In a scholarly speech to a conference of central bankers in Frankfurt, Germany, Bernanke provided an historical account of the changing role the money supply has played in Fed policymaking over the years.

“Although a heavy reliance on monetary aggregates as a guide to policy would seem to be unwise in the U.S. context, money growth may still contain important information about future economic developments,” Bernanke told his counterparts at the annual gathering.

There have been challenges on that front, he said, noting that financial innovation and technology through the years have led to new kinds of bank accounts and other changes that have made accurately forecasting the nation’s money supply tricky.

Those financial innovations also have made it difficult for policymakers at times to draw any firm conclusions or make accurate predictions about what changes in the supply and demand for money may mean for economic activity and inflation down the road.

“In response to regulatory changes and technological progress, U.S. banks have created new kinds of accounts and added features to existing accounts,” Bernanke said. “More broadly, payments technologies and practices have changed substantially over the past few decades and innovations such as Internet banking continue.

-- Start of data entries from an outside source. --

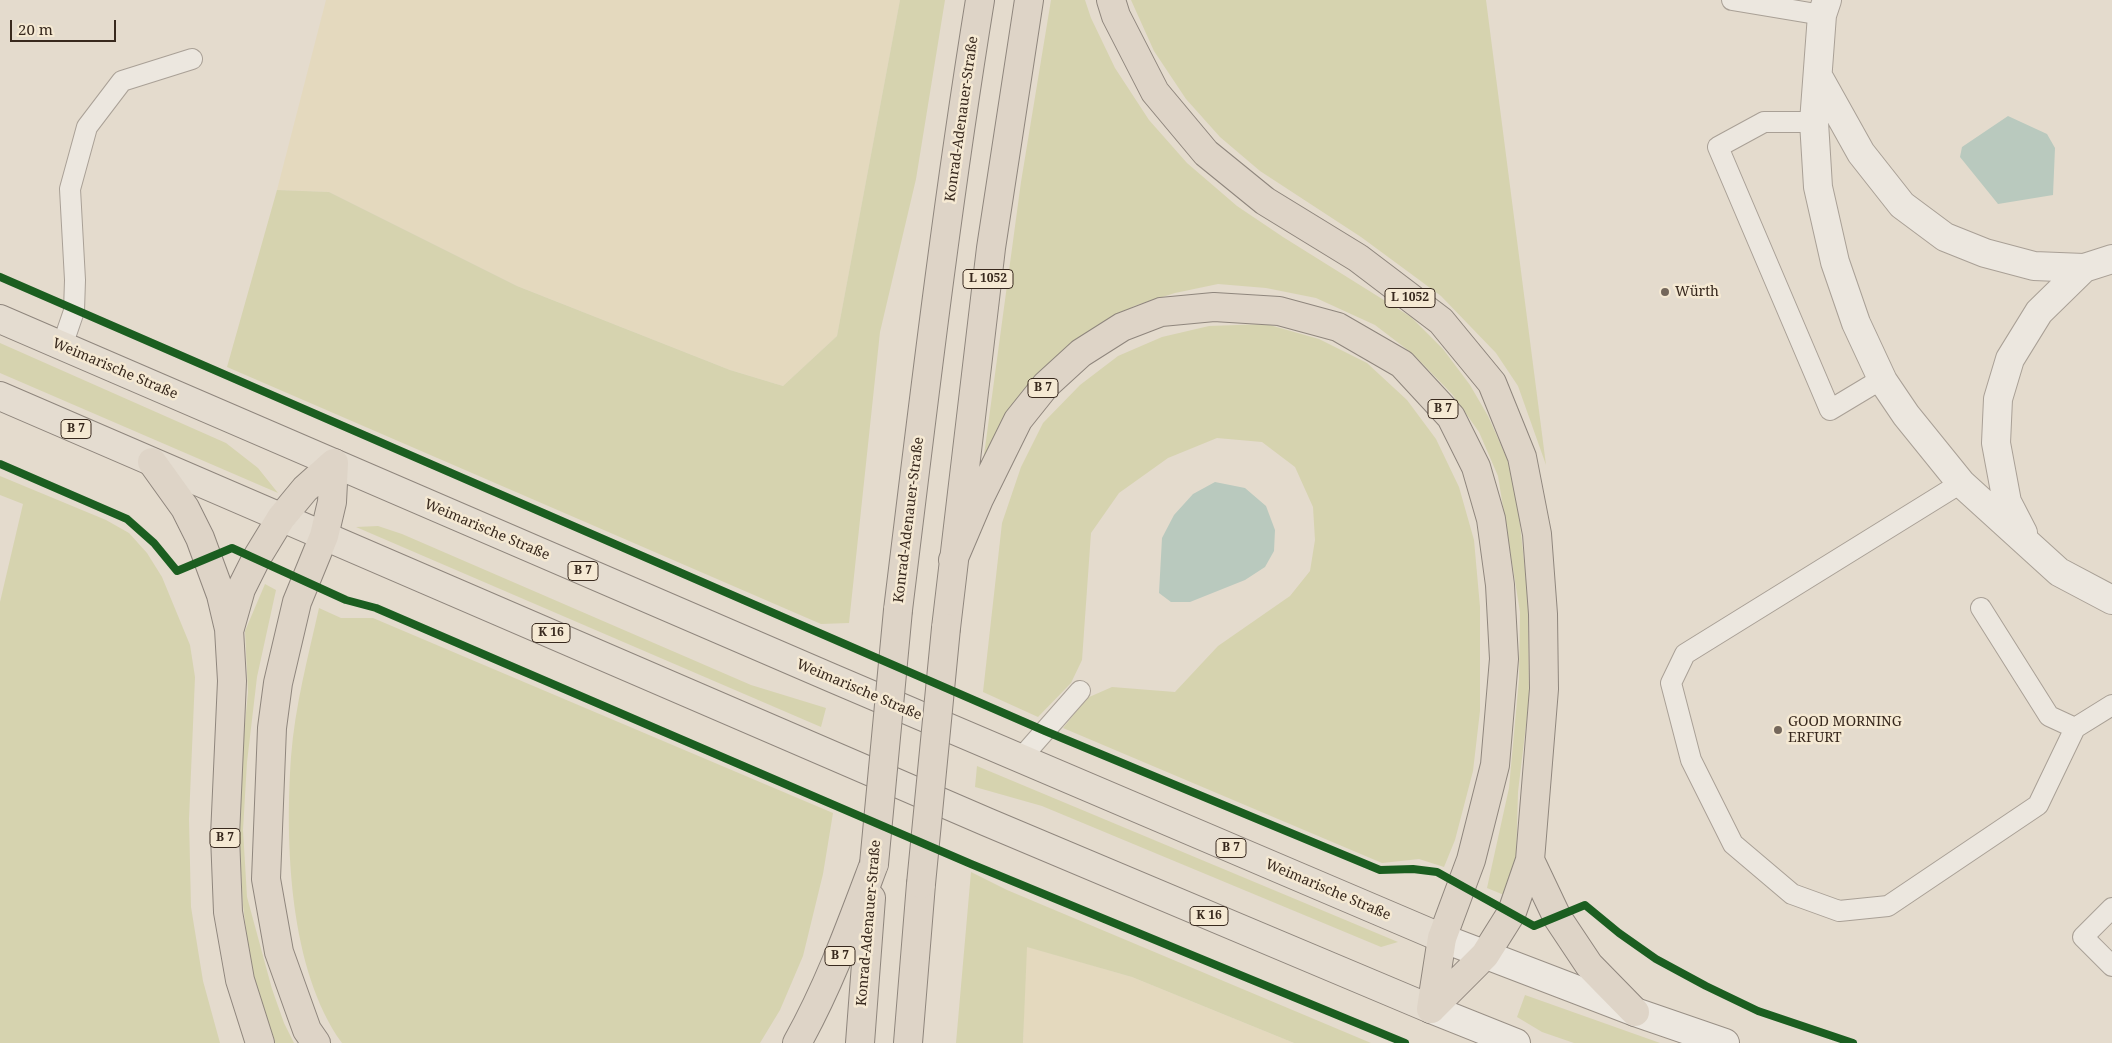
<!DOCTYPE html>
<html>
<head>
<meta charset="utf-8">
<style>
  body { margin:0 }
  #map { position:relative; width:2112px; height:1043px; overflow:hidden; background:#e4dbcd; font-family:"Noto Serif",serif }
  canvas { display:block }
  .scale { position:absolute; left:10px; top:20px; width:106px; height:22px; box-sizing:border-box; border:2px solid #38291e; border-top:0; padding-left:6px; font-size:15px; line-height:18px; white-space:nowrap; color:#38291e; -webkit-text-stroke:4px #f5e9d3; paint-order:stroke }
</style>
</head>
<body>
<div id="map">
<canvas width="2112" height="1043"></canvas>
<div class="scale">20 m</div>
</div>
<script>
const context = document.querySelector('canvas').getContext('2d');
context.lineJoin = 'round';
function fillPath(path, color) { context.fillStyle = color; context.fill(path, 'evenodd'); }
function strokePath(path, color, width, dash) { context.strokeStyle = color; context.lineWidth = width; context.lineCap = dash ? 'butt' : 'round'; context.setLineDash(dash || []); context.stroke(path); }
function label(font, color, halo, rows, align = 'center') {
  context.font = font + ' "Noto Serif",serif'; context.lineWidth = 5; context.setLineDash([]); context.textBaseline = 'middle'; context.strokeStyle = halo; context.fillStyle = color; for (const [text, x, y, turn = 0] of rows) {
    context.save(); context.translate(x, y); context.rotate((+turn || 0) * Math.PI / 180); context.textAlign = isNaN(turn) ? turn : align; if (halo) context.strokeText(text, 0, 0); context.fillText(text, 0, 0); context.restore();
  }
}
fillPath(new Path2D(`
  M 326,0 L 900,0 L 837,336 L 783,386 L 730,370 L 517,286 L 329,192 L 277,190 Z
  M 1026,946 L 1132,977 L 1294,1043 L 1023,1043 Z`), '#e4d9be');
fillPath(new Path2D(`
  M 900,0 L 945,0 L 916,179 L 880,332 L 849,623 L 821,624 L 227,367 L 277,190 L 329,192 L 517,286 L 730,370 L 783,386 L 837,336 Z
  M 1051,0 L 1085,0 L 1091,18 L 1115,68 L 1149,120 L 1187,163 L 1237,206 L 1283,237 L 1411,317 L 1443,349 L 1470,385 L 1488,416 L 1509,463 L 1519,515 L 1528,598 L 1529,700 L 1518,792 L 1516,863 L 1504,895 L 1487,888 L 1509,788 L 1519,679 L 1520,612 L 1498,476 L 1479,432 L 1452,394 L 1413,354 L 1375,325 L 1316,298 L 1266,288 L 1218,284 L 1175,293 L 1134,306 L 1095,329 L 1052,360 L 1024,390 L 1003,422 L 982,470 L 1021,182 Z
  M 1131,0 L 1486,0 L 1546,465 L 1518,386 L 1496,353 L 1441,296 L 1361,237 L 1260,171 L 1220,137 L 1186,99 L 1154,51 Z
  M 1266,324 L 1319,339 L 1367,363 L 1407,400 L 1436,439 L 1459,487 L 1474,540 L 1480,607 L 1480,711 L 1473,771 L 1455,840 L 1444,867 L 1419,859 L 1382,863 L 1063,728 L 1087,698 L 1112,687 L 1175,692 L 1218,646 L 1290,596 L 1310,571 L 1315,540 L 1313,507 L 1295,467 L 1262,442 L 1217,438 L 1168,458 L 1119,493 L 1091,533 L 1082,660 L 1071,683 L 1038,717 L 983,692 L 1002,523 L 1021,467 L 1043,423 L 1080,385 L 1118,356 L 1162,337 L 1209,326 Z
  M 0,343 L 226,443 L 258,468 L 278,493 L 0,373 Z
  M 0,476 L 106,520 L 129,533 L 147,553 L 162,577 L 190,645 L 195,677 L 189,819 L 191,907 L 203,981 L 220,1043 L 0,1043 L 0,602 L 23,504 L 0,495 Z
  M 378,526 L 402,534 L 751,685 L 826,708 L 821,727 L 356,527 Z
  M 265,584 L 276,590 L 257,677 L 247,762 L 243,830 L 247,897 L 272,989 L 284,1023 L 294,1043 L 273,1043 L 260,1016 L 249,956 L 243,905 L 239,833 L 241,765 L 248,692 L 245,631 Z
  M 319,608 L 341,618 L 373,618 L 833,813 L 823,874 L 803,956 L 780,1010 L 760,1043 L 342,1043 C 289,970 285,843 291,757 C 295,706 308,657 319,608 Z
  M 977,766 L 1398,942 L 1381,947 L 1042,806 L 975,787 Z
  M 971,872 L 1007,890 L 1371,1043 L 1294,1043 L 1132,977 L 1027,947 L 1023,1043 L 956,1043 Z
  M 1525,995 L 1660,1043 L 1574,1043 L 1542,1032 L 1517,1017 Z`), '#d6d3af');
fillPath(new Path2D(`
  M 2008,116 L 2047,134 L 2055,148 L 2053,195 L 1998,204 L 1960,157 L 1962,147 Z
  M 1215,482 L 1245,488 L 1266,506 L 1275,530 L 1274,551 L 1265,567 L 1245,580 L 1190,602 L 1171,602 L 1159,593 L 1162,538 L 1174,515 L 1193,494 Z`), '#b9c9be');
const service = new Path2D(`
  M 1732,0 L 1750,3
  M 1750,0 L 1750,3 L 1822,15
  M 1814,122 L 1764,122 L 1718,147 L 1830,410 L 1870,386 L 1883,381
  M 62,346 L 74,311 L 75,280 L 70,189 L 87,127 L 122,81 L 192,59
  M 1961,483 L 1685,654 L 1671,683 L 1691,760 L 1733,844 L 1792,894 L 1839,911 L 1888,906 L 2038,805 L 2075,728
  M 1981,608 L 2049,716 L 2075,728 L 2112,705
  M 1021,758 L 1080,691
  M 2112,908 L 2083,937 L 2112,966`);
const minor = new Path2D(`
  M 1827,0 L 1822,15 L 1814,122 L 1818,187 L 1835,262 L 1856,323 L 1883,381 L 1906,415 L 1961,483 L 2059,572 L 2112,600
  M 1818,76 L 1861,153 L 1902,205 L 1945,237 L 1985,253 L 2034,266 L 2084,268
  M 2023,533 L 2007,502 L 1996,443 L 1998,399 L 2010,359 L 2039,312 L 2084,268 L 2112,259`);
const secondary = new Path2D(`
  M 1442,938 L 1635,1012 L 1725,1043
  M 1431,1009 L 1516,1043`);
const primary = new Path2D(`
  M 0,319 L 832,678 L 1442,938
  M 0,396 L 987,822 L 1431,1009`);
const trunk = new Path2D(`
  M 1111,0 L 1116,16 L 1155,92 L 1206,153 L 1265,201 L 1358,258 L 1441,321 L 1492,383 L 1522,457 L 1537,534 L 1543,614 L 1544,689 L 1530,860 L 1512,912 L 1485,955 L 1431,1009
  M 152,462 L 185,508 L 200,538 L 221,595 L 229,629 L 232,681 L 225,836 L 228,912 L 240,980 L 260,1043
  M 953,560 L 979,499 L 1018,420 L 1046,385 L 1081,353 L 1122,327 L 1161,312 L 1214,307 L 1279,311 L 1338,327 L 1402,364 L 1451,417 L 1476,467 L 1491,519 L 1500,585 L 1504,659 L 1495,765 L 1471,860 L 1442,938 L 1431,1009
  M 898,610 C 923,406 947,203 980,0
  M 230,628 L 241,589 L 256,559 L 281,518 L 305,489 L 334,463
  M 946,628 L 991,248 L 1029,0
  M 1530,860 L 1557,917 L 1589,965 L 1635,1012
  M 316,1043 L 307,1030 L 279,952 L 266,879 L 272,728 L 278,683 L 297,602 L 324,536 L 332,502 L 334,463
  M 797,1043 C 829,986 851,925 874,864
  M 860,1043 L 871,898
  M 908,1043 L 921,884`);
strokePath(service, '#a9a096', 22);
strokePath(minor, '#a9a096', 30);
strokePath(secondary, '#999086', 30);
strokePath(primary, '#8f867d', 30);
strokePath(trunk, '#8f867d', 30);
strokePath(service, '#ece7df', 20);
strokePath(minor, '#ece7df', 28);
strokePath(secondary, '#ece7df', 28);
strokePath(primary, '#e4dcd0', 28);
strokePath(trunk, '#ded4c7', 28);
const trunkBridge = new Path2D(`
  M 874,864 L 898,610
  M 921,884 L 946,628`);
strokePath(trunkBridge, '#8f867d', 30, []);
strokePath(trunkBridge, '#ded4c7', 28);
strokePath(new Path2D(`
  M 0,277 L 1045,731 L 1380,870 L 1413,869 L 1437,872 L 1534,926 L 1585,905 L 1619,933 L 1656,959 L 1706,986 L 1758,1011 L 1853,1043
  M 0,464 L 127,519 L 154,543 L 177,571 L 232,548 L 346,600 L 376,608 L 971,864 L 1405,1043`), '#1b5e20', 8);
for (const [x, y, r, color] of [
  [1665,292,5,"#74675b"],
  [1778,730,5,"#74675b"]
]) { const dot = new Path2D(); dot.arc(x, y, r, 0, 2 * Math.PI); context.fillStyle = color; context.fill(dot); strokePath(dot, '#f5e9d3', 2); }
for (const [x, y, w] of [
  [988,279,50],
  [1410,298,50],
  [1043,388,30],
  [1443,409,30],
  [76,429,30],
  [583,571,30],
  [551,633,38],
  [225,838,30],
  [1231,848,30],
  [1209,916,38],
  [840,956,30]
]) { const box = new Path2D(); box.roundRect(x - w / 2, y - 9.5, w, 19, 4); context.fillStyle = '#f5e9d3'; context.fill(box); strokePath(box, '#38291e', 1); }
label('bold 12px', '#38291e', null, [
  ["L 1052",988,279],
  ["L 1052",1410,298],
  ["B 7",1043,388],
  ["B 7",1443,409],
  ["B 7",76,429],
  ["B 7",583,571],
  ["K 16",551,633],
  ["B 7",225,838],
  ["B 7",1231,848],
  ["K 16",1209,916],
  ["B 7",840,956]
]);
label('14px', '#38291e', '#f5e9d3', [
  ["Konrad-Adenauer-Straße",962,119,-82],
  ["Weimarische Straße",115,369,23],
  ["Konrad-Adenauer-Straße",909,520,-83],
  ["Weimarische Straße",487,530,23],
  ["Weimarische Straße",859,690,23],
  ["Weimarische Straße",1328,890,23],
  ["Konrad-Adenauer-Straße",869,923,-85]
]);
label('14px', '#38291e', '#f5e9d3', [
  ["Würth",1675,292],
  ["GOOD MORNING",1788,722],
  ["ERFURT",1788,738]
], 'left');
</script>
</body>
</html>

As a result, patterns of usage of different types of transactions accounts have at times shifted rapidly and unpredictably,” he added.

At the conference, Bernanke was joined by leaders of the central banks of the world’s major economies – European Central Bank President Jean-Claude Trichet and Chinese central bank governor Zhou Xiaochuan. Kazumasa Iwata, deputy governor of Japan’s central bank, also attended.

In his speech, Bernanke didn’t talk about what the Fed’s next move on interest rates might be. The other central bankers didn’t offer clues about the direction of interest rates in their countries, either.

In the United States, many economists are predicting that the Federal Reserve will once again hold rates steady when it meets next on Dec. 12, the Fed’s last get-together of the year.

With economic growth slowing, the Fed at its last three meetings has kept its finger on the interest-rate pause button.

To combat inflation, the Fed had hoisted rates 17 times since June 2004, its longest string of increases in its history. The Fed’s goal is to slow the economy sufficiently to fend off inflation but not so much as to push the economy into a recession.

During a question and answer period, Bernanke said the Fed keeps tabs on so-called “inflation expectations” – the direction that consumers, businesses and investors think prices are taking.

Bernanke said that can give the Fed important insights about what Main Street and Wall Street are thinking about inflation. But monitoring inflation expectations is just once piece of information the Fed looks at to get a grip on the nation’s price climate, he said.

“We do look at expectations; we think it is informative in a number of ways,” Bernanke added. But, he said, “We certainly don’t substitute expectation data” for more authoritative analysis and figures.